Тужиков отводит профессора в сторону.
— Товарищ командир, прошу разрешения на переговоры с противником.
— Неужели вы на что-нибудь рассчитываете?
— Это мой долг.
— Что ж, попытайтесь.
Тужиков направляется к даче Потапенко.
— Послушай, Сашка, — говорит Толя, — мы по твоему поводу приняли решение.
— Интересно, какая судьба меня ждет?
— Без шуток. Вопрос серьезный. Нам троим нужно разрешить, может быть, самую важную проблему будущего общества. Это не громкие слова, и нечего тебе ржать. Вопрос стоит так: смогут или не смогут люди, когда исчезнут все другие противоречия, победить в себе зависть, ревность, обиды и прочую гадость.
— И вы решили на мне поставить эксперимент. Нашли кролика.
— Не на тебе, а на нас троих. Мы с тобой друзья. Живем в одной комнате. Между нами ни материальных, ни социальных, никаких различий. И вот является такая Лена, и начинается конфликт. Типичный конфликт будущего человеческого общества.
— Что же вы решили про меня, люди будущего?
— Во-первых, — говорит Лена, — мы уедем отсюда вместе, втроем.

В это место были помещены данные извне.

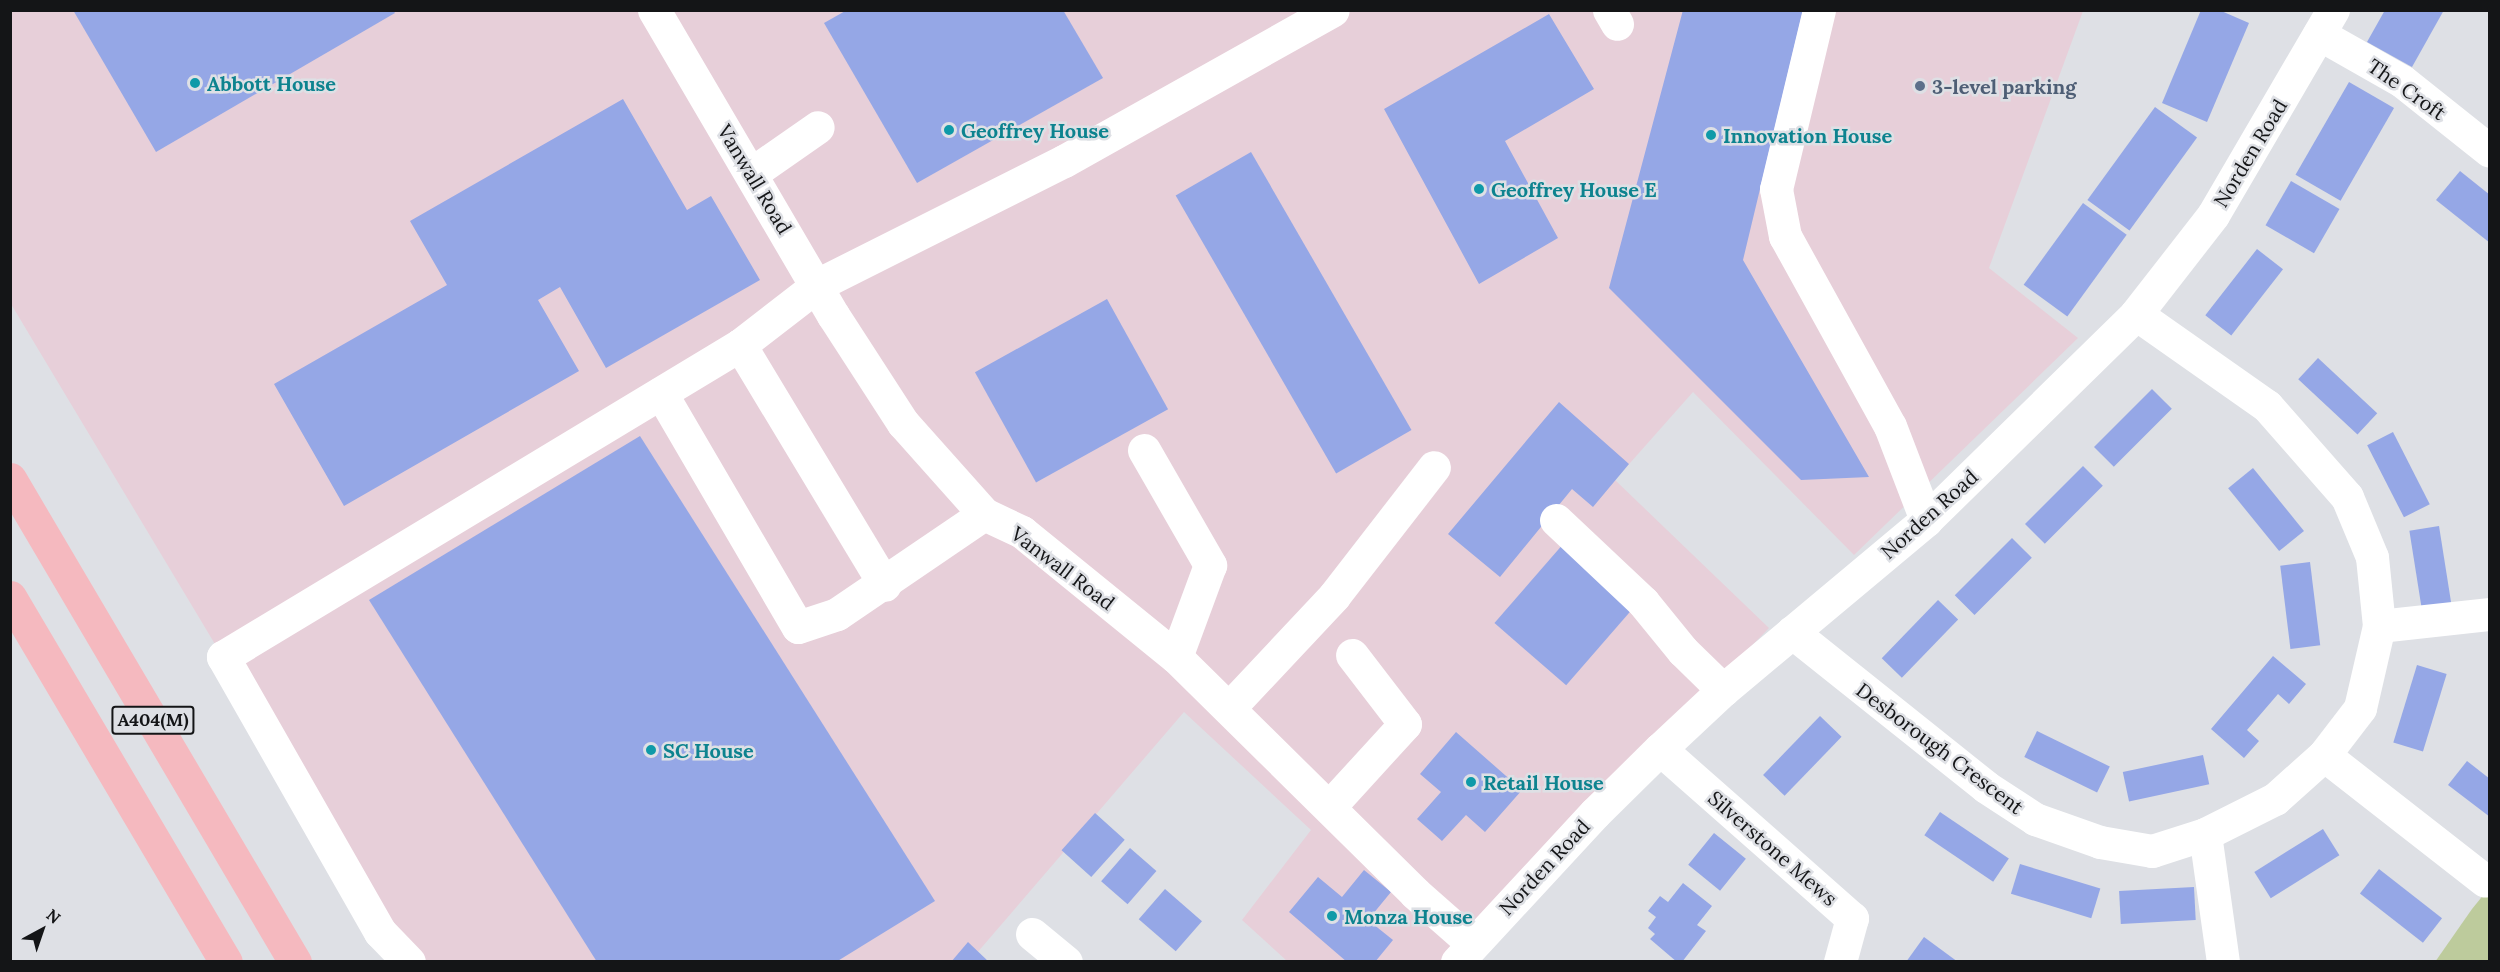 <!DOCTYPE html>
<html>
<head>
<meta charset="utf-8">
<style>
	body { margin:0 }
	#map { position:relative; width:2500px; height:972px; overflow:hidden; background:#dee0e5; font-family:Lora,serif }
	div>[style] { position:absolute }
	.commercial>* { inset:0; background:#e7cfd9 }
	.green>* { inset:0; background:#bdcb9c }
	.building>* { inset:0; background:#95a7e6; transform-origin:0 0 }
	.minor>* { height:33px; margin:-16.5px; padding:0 16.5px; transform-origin:16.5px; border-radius:16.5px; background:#fff }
	.highway>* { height:33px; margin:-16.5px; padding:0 16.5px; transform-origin:16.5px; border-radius:16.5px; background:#f5b9bf }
	.dots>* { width:16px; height:16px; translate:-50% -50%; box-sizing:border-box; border:3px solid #dee0e5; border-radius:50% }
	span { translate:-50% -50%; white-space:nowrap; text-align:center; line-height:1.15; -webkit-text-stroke:5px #dee0e5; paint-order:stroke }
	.shield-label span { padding:2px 4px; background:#dee0e5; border:2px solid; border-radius:4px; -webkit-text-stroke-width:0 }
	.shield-label { font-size:18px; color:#141517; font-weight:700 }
	.culture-label { font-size:20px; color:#0d838f; font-weight:700 }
	.left { translate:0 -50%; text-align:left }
	.service-label { font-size:20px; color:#4e5e75; font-weight:700 }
	.street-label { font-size:20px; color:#141517 }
	.frame { position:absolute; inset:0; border:12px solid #141517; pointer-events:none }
	.north { position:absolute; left:12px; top:900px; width:60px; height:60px; -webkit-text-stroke:4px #dee0e5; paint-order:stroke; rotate:40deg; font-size:16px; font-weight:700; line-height:24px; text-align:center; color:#141517 }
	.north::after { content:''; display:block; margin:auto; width:21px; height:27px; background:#141517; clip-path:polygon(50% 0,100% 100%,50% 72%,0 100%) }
</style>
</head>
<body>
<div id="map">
	<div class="commercial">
		<div style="clip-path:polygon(11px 11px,2083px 11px,1989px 268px,2078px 338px,1854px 555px,1693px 392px,1615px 480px,1769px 628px,1445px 961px,1287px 961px,1242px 920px,1311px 830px,1184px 712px,970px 961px,405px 961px,11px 304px)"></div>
	</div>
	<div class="green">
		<div style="clip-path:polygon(2489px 888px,2489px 961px,2435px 962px,2472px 909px)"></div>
	</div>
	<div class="building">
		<div style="clip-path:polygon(73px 10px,393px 10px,395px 13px,156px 152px)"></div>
		<div style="clip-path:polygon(847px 10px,1063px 10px,1103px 78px,917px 183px,824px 23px)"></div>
		<div style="clip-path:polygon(1683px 10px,1803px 10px,1743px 260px,1869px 477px,1801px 480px,1609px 288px)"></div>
		<div style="clip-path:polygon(2201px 10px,2219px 10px,2249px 23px,2207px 122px,2162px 103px)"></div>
		<div style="clip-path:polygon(2385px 10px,2444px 10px,2412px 67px,2367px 42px)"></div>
		<div style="clip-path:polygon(1549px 14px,1594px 89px,1505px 141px,1558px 238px,1479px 284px,1384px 109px)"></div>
		<div style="left:2349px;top:82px;width:52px;height:107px;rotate:30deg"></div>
		<div style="clip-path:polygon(623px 99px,687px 210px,711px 196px,760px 280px,606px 368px,560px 287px,538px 300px,579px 371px,344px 506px,274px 384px,447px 285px,410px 221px)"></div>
		<div style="left:2155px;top:107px;width:52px;height:115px;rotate:36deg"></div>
		<div style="left:1251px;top:152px;width:321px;height:87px;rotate:60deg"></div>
		<div style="clip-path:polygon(2460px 171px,2490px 195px,2490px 243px,2436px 200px)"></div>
		<div style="left:2291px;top:181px;width:56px;height:51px;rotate:30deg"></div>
		<div style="left:2083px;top:203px;width:54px;height:101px;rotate:36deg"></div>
		<div style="left:2257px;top:249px;width:33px;height:84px;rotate:38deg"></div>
		<div style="left:1107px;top:299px;width:126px;height:151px;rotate:61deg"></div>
		<div style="left:2318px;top:358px;width:81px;height:29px;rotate:43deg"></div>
		<div style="left:2152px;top:389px;width:28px;height:82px;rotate:45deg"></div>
		<div style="clip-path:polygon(1559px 402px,1629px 464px,1593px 507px,1572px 489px,1500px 577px,1448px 534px)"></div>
		<div style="left:2393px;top:432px;width:81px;height:29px;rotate:63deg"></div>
		<div style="clip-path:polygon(640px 436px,935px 901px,836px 962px,597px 962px,369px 600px)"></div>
		<div style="left:2083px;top:466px;width:28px;height:82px;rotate:45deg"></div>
		<div style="left:2253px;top:468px;width:81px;height:32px;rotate:51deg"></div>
		<div style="left:2439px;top:526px;width:78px;height:30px;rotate:81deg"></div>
		<div style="left:2012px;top:538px;width:28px;height:81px;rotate:45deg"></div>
		<div style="left:1564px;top:543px;width:95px;height:106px;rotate:41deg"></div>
		<div style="left:2310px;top:562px;width:84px;height:30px;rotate:83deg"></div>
		<div style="left:1938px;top:600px;width:28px;height:81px;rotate:44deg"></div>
		<div style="clip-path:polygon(2273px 656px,2306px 684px,2289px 704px,2278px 694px,2247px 730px,2259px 741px,2244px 758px,2211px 729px)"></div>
		<div style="left:2417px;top:665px;width:31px;height:81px;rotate:17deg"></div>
		<div style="left:1820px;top:716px;width:30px;height:82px;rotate:44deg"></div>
		<div style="left:2037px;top:731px;width:81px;height:29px;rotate:26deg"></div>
		<div style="clip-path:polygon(1456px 732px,1522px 790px,1485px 832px,1466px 815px,1442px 841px,1417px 819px,1441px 792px,1420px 774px)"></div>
		<div style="left:2203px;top:755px;width:30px;height:82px;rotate:78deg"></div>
		<div style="clip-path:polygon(2467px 761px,2490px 779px,2490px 817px,2448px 785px)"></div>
		<div style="left:1940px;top:812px;width:83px;height:28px;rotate:34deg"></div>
		<div style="left:1095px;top:813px;width:40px;height:50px;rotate:42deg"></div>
		<div style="left:2323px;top:829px;width:31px;height:81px;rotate:58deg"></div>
		<div style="left:1714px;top:833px;width:41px;height:41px;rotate:39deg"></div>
		<div style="left:1130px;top:848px;width:35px;height:44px;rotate:41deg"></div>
		<div style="left:2020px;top:864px;width:84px;height:31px;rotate:17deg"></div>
		<div style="left:2379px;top:869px;width:80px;height:31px;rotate:38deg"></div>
		<div style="clip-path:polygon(1364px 870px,1391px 892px,1368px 920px,1393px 940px,1375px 962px,1347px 962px,1289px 912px,1318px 877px,1342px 897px)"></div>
		<div style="clip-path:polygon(1683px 883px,1712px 906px,1697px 925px,1706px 931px,1682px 962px,1677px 962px,1650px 939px,1655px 934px,1648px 928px,1656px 917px,1648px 911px,1660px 896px,1668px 902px)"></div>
		<div style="left:2194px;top:887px;width:33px;height:75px;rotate:87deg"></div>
		<div style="left:1165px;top:889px;width:49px;height:40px;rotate:41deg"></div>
		<div style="clip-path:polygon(1924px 937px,1958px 962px,1906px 962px)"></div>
		<div style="clip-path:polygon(968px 942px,989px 962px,951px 962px)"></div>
	</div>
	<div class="minor">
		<div style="left:654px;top:10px;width:354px;rotate:59.6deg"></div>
		<div style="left:833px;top:315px;width:129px;rotate:57.1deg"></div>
		<div style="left:903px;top:423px;width:122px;rotate:48.3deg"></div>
		<div style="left:984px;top:514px;width:42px;rotate:25.3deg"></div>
		<div style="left:1022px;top:532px;width:198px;rotate:39.1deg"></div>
		<div style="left:1176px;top:657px;width:336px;rotate:44.6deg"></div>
		<div style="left:1415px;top:893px;width:77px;rotate:41.3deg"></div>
		<div style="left:1609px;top:10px;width:16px;rotate:60deg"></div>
		<div style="left:1819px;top:10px;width:184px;rotate:103.5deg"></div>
		<div style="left:1776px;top:189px;width:48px;rotate:79.2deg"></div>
		<div style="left:1785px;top:236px;width:217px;rotate:61.1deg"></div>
		<div style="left:1890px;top:426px;width:101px;rotate:69deg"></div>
		<div style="left:2319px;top:34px;width:95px;rotate:29.5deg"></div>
		<div style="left:2402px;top:81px;width:112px;rotate:38.5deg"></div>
		<div style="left:752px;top:173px;width:80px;rotate:-34.9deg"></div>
		<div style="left:740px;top:345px;width:280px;rotate:58.9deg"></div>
		<div style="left:661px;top:393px;width:271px;rotate:59.7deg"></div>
		<div style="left:798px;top:627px;width:41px;rotate:-18.4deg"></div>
		<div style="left:837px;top:614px;width:178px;rotate:-34.2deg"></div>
		<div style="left:1144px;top:450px;width:133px;rotate:60.1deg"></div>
		<div style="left:1210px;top:565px;width:98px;rotate:110.3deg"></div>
		<div style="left:1556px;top:520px;width:120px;rotate:43.3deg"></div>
		<div style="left:1643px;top:602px;width:63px;rotate:50.8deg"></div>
		<div style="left:1683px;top:651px;width:56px;rotate:44.3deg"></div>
		<div style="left:2379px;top:626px;width:112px;rotate:-6.2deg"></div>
		<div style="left:1792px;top:632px;width:248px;rotate:38.6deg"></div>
		<div style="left:1986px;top:787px;width:59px;rotate:33.1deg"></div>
		<div style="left:2035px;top:819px;width:69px;rotate:19.5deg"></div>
		<div style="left:2100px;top:842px;width:53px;rotate:9.8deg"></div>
		<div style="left:2152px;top:851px;width:56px;rotate:-17.8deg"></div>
		<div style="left:2205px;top:834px;width:78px;rotate:-26.6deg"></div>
		<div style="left:2275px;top:799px;width:66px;rotate:-41.9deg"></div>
		<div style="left:2324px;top:755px;width:59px;rotate:-52.5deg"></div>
		<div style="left:2360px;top:708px;width:84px;rotate:-77deg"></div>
		<div style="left:2379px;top:626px;width:69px;rotate:-95.8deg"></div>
		<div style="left:2372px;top:557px;width:65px;rotate:-112.6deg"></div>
		<div style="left:2347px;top:497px;width:121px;rotate:-131.3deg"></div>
		<div style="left:2267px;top:406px;width:160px;rotate:-144.9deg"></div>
		<div style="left:1229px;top:708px;width:154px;rotate:-46.8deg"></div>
		<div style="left:1334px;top:596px;width:163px;rotate:-52.2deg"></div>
		<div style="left:1660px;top:749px;width:256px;rotate:41.4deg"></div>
		<div style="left:1852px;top:918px;width:46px;rotate:105.3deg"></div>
		<div style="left:2324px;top:755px;width:204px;rotate:38deg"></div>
		<div style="left:1330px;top:806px;width:111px;rotate:-47.6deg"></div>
		<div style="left:1405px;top:724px;width:87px;rotate:-127.5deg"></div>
		<div style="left:2205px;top:834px;width:129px;rotate:82deg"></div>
		<div style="left:1032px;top:934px;width:44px;rotate:39.5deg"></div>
		<div style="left:409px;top:962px;width:42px;rotate:-134deg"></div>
		<div style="left:380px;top:932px;width:317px;rotate:-119.7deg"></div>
		<div style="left:223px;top:657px;width:604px;rotate:-31.11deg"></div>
		<div style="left:740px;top:345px;width:100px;rotate:-37.7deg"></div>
		<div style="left:819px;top:284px;width:274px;rotate:-26.7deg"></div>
		<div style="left:1064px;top:161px;width:308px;rotate:-29.3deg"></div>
		<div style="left:1457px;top:962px;width:203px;rotate:-47.2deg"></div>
		<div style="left:1595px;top:813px;width:91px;rotate:-44.6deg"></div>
		<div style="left:1660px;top:749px;width:86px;rotate:-43.1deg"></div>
		<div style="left:1723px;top:690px;width:265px;rotate:-39.9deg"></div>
		<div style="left:1926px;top:520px;width:294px;rotate:-44.4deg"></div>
		<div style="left:2136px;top:314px;width:125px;rotate:-52.1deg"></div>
		<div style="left:2213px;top:215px;width:238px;rotate:-59.7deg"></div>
	</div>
	<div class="highway">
		<div style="left:10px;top:479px;width:561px;rotate:59.46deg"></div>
		<div style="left:10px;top:597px;width:424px;rotate:59.4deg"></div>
	</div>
	<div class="dots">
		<div style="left:195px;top:83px;background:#0f9aa8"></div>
		<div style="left:1920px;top:86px;background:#5c6f8a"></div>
		<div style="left:949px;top:130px;background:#0f9aa8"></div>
		<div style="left:1711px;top:135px;background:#0f9aa8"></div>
		<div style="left:1479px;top:189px;background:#0f9aa8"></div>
		<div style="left:651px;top:750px;background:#0f9aa8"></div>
		<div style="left:1471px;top:782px;background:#0f9aa8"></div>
		<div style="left:1332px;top:916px;background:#0f9aa8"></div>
	</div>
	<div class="shield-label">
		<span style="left:153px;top:720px">A404(M)</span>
	</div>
	<div class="culture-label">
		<span class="left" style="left:207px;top:83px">Abbott House</span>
		<span class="left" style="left:961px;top:130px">Geoffrey House</span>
		<span class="left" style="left:1723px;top:135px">Innovation House</span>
		<span class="left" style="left:1491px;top:189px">Geoffrey House E</span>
		<span class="left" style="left:663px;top:750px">SC House</span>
		<span class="left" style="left:1483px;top:782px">Retail House</span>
		<span class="left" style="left:1344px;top:916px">Monza House</span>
	</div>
	<div class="service-label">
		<span class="left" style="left:1932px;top:86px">3-level parking</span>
	</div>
	<div class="street-label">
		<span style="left:2407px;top:89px;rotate:35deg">The Croft</span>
		<span style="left:2250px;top:153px;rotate:-59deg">Norden Road</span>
		<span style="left:755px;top:179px;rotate:59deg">Vanwall Road</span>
		<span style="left:1929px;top:514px;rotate:-42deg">Norden Road</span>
		<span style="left:1063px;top:568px;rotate:37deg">Vanwall Road</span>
		<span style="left:1940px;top:748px;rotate:37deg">Desborough Crescent</span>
		<span style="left:1773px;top:848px;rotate:41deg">Silverstone Mews</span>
		<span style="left:1544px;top:867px;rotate:-47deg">Norden Road</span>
	</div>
	<div class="frame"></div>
	<div class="north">N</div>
</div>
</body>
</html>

— Лену в коляску, я — на багажнике.
— Трогательный пейзаж, — усмехается Саша.
— Слушай, Сашка, и не возражай. — Толя берет его за руку. — На первый взгляд это, может быть, глупо, и мещанин только посмеется… Но мы сделаем так — Лена переведется в Ленинград. Мы с ней поженимся и мою комнату разделим пополам. В одной половине будем жить мы с Леной, а в другой — ты. Мы по-прежнему будем с тобой всегда рядом… Нет, ты постой…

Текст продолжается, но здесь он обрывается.